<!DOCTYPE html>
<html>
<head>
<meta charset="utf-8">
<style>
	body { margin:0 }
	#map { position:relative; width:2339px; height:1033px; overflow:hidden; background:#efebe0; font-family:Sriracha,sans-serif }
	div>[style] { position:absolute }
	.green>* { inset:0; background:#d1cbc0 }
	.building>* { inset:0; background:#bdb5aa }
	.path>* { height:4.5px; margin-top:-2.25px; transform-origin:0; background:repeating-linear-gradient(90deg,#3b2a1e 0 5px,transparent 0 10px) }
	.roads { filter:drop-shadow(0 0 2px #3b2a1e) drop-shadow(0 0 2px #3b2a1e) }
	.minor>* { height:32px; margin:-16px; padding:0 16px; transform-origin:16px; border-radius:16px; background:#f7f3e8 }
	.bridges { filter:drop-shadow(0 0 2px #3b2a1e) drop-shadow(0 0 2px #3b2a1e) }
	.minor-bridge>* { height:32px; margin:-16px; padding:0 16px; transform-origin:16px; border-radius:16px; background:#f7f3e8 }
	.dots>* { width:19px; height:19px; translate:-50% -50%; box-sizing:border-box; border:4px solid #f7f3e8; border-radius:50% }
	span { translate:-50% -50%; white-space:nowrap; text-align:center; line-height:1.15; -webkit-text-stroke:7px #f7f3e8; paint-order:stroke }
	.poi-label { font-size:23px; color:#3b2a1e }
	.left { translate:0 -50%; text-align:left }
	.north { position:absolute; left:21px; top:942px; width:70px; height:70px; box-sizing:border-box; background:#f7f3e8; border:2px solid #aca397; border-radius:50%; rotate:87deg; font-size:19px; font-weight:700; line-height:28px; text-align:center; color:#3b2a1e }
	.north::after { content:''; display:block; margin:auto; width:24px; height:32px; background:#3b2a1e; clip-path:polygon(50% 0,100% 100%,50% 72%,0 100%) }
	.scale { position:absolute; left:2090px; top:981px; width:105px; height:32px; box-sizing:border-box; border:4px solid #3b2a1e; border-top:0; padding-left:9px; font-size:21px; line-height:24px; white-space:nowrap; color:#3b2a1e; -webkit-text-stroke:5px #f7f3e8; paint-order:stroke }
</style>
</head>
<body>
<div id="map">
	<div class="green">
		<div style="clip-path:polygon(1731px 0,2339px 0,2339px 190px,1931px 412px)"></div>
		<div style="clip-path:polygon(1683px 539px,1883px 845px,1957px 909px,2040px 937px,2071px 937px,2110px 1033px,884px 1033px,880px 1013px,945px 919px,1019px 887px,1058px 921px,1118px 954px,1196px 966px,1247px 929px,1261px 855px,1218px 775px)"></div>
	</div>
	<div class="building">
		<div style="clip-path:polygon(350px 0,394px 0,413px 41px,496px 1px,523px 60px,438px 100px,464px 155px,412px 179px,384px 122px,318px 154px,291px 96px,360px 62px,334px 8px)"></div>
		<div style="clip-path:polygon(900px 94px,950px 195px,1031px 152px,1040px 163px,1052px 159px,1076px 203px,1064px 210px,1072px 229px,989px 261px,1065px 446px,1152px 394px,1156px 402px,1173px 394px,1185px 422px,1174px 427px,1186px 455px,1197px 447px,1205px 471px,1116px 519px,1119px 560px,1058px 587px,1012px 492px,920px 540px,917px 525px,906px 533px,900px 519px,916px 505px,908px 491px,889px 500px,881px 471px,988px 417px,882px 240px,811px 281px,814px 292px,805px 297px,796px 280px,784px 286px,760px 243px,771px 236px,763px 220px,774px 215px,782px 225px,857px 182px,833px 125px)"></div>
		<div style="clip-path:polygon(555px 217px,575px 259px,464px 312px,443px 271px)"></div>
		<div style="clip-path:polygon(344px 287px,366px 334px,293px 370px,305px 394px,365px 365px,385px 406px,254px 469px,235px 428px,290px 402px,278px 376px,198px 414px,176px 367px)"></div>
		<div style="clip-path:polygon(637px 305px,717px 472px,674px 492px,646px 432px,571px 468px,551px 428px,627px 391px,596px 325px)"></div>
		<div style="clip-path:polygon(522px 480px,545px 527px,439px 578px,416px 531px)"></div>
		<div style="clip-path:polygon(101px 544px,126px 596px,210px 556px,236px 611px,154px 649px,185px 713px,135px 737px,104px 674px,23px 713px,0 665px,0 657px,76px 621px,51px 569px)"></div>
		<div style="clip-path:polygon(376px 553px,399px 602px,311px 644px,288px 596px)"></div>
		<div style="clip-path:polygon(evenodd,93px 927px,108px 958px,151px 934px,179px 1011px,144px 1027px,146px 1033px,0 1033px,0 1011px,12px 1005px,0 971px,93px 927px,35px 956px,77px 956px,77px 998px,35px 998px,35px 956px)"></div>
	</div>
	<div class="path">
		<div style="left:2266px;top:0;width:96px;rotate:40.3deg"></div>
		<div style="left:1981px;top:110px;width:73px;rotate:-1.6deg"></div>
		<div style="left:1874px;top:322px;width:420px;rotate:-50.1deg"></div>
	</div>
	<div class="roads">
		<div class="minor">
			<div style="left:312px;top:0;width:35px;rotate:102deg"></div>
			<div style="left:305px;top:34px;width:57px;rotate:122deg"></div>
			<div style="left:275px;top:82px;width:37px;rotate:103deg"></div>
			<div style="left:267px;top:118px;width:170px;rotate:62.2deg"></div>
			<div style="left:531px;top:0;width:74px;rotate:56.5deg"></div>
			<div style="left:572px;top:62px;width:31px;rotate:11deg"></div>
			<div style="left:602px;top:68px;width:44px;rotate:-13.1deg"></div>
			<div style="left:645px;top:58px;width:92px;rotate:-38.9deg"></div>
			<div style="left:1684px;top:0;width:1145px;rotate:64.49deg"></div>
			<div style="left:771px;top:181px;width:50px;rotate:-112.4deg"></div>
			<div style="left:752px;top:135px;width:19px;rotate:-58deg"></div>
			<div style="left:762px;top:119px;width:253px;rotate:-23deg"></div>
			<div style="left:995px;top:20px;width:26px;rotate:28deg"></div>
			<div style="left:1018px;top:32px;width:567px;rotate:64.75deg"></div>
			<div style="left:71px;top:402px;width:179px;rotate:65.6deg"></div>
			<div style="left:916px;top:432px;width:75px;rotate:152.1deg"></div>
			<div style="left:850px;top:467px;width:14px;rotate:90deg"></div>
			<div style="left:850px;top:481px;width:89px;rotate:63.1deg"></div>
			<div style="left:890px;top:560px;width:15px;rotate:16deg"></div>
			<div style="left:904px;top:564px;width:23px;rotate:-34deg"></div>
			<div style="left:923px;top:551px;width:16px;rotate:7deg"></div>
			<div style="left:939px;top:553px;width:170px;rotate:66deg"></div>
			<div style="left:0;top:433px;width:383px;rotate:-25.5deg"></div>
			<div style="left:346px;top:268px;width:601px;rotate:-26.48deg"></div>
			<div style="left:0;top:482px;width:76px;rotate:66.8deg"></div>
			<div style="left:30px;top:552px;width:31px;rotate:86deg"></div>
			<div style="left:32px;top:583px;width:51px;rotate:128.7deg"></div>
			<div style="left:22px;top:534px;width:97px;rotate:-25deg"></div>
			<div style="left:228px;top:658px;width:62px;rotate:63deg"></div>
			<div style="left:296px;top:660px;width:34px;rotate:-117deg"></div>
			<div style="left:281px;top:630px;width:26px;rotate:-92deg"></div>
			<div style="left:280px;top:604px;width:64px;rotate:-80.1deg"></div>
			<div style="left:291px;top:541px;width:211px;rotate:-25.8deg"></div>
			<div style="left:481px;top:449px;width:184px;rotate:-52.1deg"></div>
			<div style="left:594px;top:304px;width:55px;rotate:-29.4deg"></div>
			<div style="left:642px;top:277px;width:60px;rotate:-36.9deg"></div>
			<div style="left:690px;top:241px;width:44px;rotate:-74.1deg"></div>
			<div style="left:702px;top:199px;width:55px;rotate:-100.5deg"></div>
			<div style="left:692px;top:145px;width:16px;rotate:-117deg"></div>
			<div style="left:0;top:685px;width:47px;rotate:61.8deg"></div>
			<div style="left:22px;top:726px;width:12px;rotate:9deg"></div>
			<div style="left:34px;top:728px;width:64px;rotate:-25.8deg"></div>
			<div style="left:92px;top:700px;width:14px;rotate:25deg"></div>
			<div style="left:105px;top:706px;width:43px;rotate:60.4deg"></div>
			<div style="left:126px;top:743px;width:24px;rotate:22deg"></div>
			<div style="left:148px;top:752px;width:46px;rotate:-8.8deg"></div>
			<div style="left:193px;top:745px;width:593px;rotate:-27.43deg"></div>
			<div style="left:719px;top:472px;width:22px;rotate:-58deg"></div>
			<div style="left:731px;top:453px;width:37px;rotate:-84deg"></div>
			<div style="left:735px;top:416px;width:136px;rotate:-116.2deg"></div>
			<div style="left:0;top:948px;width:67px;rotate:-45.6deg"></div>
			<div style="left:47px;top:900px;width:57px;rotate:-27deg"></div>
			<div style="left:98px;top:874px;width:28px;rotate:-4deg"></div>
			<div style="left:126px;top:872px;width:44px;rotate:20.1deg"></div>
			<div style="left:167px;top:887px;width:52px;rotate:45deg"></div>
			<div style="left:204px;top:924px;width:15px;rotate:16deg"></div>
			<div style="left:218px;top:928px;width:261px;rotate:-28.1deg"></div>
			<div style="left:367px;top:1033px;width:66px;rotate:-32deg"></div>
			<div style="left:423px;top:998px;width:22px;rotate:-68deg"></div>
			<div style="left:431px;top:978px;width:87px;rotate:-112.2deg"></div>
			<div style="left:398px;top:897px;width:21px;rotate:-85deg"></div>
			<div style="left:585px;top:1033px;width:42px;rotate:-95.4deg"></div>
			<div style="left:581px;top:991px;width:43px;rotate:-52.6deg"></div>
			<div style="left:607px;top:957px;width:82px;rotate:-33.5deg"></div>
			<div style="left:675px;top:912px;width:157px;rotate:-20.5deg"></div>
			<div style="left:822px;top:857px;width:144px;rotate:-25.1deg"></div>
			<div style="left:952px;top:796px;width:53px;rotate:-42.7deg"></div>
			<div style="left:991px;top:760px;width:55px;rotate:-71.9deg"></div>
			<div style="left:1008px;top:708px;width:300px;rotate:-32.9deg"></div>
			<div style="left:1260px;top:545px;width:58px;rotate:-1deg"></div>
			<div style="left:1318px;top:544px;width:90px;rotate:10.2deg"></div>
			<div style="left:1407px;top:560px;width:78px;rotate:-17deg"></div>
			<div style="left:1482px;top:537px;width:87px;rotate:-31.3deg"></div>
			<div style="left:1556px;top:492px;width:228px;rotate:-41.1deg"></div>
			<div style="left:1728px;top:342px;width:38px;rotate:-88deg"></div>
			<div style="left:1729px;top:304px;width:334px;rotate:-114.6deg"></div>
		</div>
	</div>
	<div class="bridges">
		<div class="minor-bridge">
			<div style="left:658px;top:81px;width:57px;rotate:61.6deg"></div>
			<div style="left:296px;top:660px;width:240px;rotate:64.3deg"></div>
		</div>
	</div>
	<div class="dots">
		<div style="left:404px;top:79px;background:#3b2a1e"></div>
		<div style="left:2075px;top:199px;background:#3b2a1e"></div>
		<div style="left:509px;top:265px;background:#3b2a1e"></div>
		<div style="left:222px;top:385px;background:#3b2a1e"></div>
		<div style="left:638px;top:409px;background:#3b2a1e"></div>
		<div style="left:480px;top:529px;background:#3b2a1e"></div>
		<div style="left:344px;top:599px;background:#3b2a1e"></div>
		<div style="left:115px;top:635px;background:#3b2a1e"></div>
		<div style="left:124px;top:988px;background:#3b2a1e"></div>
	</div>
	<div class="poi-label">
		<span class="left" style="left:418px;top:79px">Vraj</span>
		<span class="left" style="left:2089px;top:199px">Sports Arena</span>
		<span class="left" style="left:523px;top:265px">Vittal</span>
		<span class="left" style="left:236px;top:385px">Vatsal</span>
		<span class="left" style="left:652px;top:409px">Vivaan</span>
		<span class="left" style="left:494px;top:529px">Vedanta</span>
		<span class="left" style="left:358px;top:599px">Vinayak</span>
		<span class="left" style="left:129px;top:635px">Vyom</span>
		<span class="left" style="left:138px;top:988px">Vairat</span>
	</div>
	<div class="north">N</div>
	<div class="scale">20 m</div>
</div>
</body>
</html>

────────────────────────────────────────

## TASK DETAILS
Only the number is wanted: how many lines in the entries above contain the string "label"?

## COMPLETED TASK
2